Sep 19 Oregonian article
Aug 30 CIDRAP News story on lawsuit plans
Survey suggests pertussis vaccine may lose effectiveness after 3 years
Pertussis vaccine in children may lose effectiveness after 3 years, according to preliminary data from a recent outbreak in California that were presented at an infectious disease conference yesterday in Chicago. Results of a survey of 15,000 children in Marin County, home of a 2010 pertussis (whooping cough) outbreak involving more than 8,000 cases, showed that those who hadn't been vaccinated in 3 years had a 20-fold increased risk of contracting the disease, according to an article today from Agence France-Presse (AFP). Lead researcher Dr David Witt, of Kaiser Permanente Medical Center in San Rafael, California, said, "Older kids and younger kids seemed to be pretty well protected but the age of 8 to 12 was the vast bulk of the cases. And when we examined that, it was correlated to being more than 3 years from the last vaccine booster dose." He cautioned that more research is necessary, however, as he presented the data at the Interscience Conference on Antimicrobial Agents and Chemotherapy, sponsored by the American Society of Microbiology. The CDC recommends five pertussis shots by the time a child enters kindergarten, then a booster dose at age 11 or 12. "It's a little too soon to say much" about the long-term effectiveness of that booster, said CDC epidemiologist Lara Misegades in an Associated Press (AP) article today.
Sep 20 AFP story
H5N1 hits birds in India's West Bengal state
India's agriculture ministry yesterday reported an H5N1 avian influenza outbreak in rural backyard poultry in the Nadia district of West Bengal state, located in the eastern part of the country.
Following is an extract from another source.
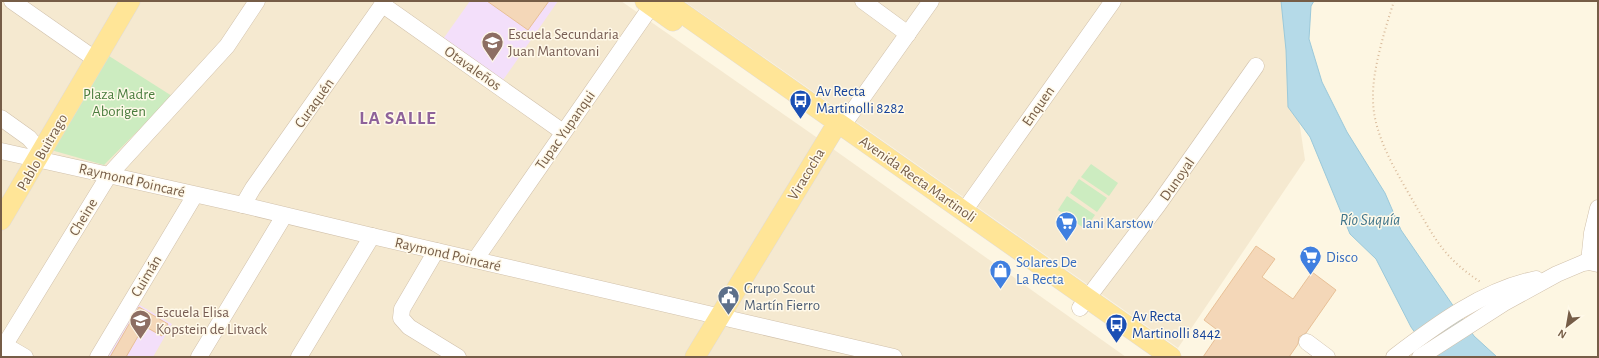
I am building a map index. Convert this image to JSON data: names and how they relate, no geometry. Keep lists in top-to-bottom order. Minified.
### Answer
{"streets":{"main road":["Pablo Buitrago","Viracocha","Avenida Recta Martinoli"],"street":["Otavaleños","Curaquén","Enquen","Tupac Yupanqui","Dunoyal","Raymond Poincaré","Cheine","Cuimán"]},"crossings":[["Otavaleños","Curaquén"],["Otavaleños","Tupac Yupanqui"],["Curaquén","Raymond Poincaré"],["Enquen","Avenida Recta Martinoli"],["Tupac Yupanqui","Avenida Recta Martinoli"],["Tupac Yupanqui","Raymond Poincaré"],["Pablo Buitrago","Raymond Poincaré"],["Viracocha","Avenida Recta Martinoli"],["Viracocha","Raymond Poincaré"],["Avenida Recta Martinoli","Dunoyal"],["Raymond Poincaré","Cheine"],["Raymond Poincaré","Cuimán"]],"districts":["LA SALLE"],"water":["Río Suquía"],"parks":["Plaza Madre Aborigen"],"places":{"school or university":["Escuela Secundaria Juan Mantovani","Escuela Elisa Kopstein de Litvack"],"bus stop":["Av Recta Martinolli 8282","Av Recta Martinolli 8442"],"supermarket":["Iani Karstow","Disco"],"shop":["Solares De La Recta"],"public building":["Grupo Scout Martín Fierro"]},"north":"bottom left"}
In a report to the World Organization for Animal Health (OIE), officials said the outbreak, which began on Sep 14, sickened 2,285 of 65,401 susceptible birds, killing 849 of them. Culling is under way in a 3-kilometer (km) zone around the outbreak area, with compensation for poultry owners. In addition authorities temporarily closed poultry markets and have prohibited the sale and transport of poultry within a 10-km radius. Sites where culling took place will be disinfected. India's last H5N1 outbreak was reported on Sep 8 and involved backyard poultry in Assam state, also in eastern India.
Sep 19 OIE report
Africa launches malaria scorecard
African leaders and their international partners have announced a new scorecard for tracking African nations' progress in fighting malaria. At the United Nations General Assembly in New York City yesterday, the African Leaders Malaria Alliance (ALMA) said that its Scorecard for Accountability and Action tracks country progress toward such key targets as financing and delivery of anti-malaria stocks like mosquito nets, policy issues for malaria control, and overall malaria mortality. The scorecard also tracks indicators for maternal, newborn, and child health. ALMA chair and Tanzanian President Jakaya Mrisho Kikwete said in a press release, "We, the leaders of Africa, are ultimately responsible for keeping our citizens safe from malaria. With the help of this new tool, ALMA is committed to delivering on our promise to end malaria deaths for our citizens and for all of Africa." Among successes noted in the latest scorecard is that of Rwanda, which launched large-scale distribution of 6.1 million nets in just over a year to reverse a surge of malaria cases.